Information provided =

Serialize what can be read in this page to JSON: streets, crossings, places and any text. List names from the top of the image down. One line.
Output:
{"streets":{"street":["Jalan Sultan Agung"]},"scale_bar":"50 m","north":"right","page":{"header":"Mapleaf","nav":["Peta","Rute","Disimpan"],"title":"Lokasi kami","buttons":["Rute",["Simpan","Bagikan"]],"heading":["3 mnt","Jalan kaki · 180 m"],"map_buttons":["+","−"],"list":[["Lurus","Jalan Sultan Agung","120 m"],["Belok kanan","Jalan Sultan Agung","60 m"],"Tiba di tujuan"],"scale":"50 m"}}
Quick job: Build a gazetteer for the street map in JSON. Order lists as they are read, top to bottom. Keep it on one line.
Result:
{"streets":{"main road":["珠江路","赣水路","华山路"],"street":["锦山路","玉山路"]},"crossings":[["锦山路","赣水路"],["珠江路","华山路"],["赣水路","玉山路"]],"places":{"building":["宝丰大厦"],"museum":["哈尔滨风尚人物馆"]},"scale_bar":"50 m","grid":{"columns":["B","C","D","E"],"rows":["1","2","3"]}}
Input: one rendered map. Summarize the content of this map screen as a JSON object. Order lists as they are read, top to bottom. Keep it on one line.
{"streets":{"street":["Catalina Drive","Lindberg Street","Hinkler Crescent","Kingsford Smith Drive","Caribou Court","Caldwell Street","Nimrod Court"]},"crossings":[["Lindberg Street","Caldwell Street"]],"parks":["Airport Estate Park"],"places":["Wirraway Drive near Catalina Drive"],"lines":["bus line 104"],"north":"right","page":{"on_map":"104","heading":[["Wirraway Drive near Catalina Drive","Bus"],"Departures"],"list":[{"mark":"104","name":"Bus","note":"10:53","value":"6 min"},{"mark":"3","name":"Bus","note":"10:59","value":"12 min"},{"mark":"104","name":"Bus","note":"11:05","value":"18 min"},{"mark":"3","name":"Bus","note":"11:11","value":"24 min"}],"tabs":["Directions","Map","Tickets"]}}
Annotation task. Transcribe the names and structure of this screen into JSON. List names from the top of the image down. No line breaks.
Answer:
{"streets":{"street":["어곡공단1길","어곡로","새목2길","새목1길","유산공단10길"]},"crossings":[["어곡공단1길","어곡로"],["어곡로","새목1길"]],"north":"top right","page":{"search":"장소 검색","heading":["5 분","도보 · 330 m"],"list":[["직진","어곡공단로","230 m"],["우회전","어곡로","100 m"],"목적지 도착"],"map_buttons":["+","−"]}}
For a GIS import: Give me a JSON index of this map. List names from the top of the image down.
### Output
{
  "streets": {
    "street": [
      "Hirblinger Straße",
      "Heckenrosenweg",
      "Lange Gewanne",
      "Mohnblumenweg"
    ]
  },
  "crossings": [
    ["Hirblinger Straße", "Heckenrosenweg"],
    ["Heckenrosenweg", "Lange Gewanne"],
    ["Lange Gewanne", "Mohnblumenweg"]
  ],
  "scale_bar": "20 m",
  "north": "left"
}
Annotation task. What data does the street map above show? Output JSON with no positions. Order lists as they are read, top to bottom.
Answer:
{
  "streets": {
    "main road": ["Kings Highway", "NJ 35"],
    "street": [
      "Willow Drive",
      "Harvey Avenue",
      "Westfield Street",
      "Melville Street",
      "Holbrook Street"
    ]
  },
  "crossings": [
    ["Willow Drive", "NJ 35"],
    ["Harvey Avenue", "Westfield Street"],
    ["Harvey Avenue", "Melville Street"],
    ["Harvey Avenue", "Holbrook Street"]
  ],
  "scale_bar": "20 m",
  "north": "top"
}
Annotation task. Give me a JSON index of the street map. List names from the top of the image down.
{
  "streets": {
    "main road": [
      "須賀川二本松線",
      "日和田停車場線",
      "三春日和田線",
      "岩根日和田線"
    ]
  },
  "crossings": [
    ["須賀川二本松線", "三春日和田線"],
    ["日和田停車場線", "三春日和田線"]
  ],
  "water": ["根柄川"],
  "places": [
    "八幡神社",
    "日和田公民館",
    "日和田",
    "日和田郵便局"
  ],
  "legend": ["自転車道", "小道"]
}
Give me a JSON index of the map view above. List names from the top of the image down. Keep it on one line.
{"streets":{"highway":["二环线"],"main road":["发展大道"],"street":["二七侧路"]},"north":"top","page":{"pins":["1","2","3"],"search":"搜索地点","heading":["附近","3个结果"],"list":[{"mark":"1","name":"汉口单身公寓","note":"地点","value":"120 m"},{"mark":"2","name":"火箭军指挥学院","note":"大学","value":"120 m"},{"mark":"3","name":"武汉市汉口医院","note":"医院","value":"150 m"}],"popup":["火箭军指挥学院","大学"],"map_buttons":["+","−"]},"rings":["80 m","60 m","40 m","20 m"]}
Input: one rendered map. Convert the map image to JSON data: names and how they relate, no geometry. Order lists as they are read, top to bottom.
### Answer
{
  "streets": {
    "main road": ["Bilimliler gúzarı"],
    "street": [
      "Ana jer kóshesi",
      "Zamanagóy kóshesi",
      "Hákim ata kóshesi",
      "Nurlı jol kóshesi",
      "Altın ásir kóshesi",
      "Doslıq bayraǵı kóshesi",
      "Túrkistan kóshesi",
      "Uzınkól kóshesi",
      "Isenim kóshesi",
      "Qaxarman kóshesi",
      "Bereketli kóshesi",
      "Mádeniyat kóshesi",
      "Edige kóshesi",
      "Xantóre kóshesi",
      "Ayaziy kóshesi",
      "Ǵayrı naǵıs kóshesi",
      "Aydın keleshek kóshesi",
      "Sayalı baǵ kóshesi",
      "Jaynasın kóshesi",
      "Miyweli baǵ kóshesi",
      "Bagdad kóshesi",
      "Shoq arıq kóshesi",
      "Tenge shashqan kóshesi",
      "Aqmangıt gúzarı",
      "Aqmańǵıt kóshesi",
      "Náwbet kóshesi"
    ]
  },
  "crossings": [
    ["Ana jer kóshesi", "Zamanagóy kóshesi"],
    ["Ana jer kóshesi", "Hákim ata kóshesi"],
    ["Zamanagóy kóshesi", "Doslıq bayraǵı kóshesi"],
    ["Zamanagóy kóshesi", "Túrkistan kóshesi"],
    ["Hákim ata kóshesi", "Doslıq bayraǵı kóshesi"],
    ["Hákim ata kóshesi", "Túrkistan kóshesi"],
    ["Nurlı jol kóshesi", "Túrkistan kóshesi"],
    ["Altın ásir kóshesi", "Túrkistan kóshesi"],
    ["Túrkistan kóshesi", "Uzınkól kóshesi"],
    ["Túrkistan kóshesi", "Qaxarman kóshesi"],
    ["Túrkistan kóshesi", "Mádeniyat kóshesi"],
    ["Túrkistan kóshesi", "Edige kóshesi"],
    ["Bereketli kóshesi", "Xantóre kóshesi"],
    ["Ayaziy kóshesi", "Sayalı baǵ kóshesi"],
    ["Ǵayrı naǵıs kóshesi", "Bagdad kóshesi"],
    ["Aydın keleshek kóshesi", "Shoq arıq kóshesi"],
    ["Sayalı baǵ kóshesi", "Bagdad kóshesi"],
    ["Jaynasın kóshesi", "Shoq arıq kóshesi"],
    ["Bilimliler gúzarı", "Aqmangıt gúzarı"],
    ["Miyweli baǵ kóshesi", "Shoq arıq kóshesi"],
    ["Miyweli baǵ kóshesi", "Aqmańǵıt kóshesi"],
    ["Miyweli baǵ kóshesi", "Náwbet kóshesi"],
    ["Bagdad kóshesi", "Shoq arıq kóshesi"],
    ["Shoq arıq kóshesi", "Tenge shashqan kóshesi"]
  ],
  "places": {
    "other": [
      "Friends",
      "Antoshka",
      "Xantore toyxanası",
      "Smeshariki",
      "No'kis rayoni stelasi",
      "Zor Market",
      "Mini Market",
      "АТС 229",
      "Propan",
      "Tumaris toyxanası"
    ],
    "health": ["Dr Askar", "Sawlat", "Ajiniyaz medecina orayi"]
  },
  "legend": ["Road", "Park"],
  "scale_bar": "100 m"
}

Task to complete =
Your answer should consist of every line from the entries that holds "data".

Finished task =
Annotation task. What data does the street map above show? Output JSON with no positions. Order lists as they are read, top to bottom.
Input: one rendered map. Convert the map image to JSON data: names and how they relate, no geometry. Order lists as they are read, top to bottom.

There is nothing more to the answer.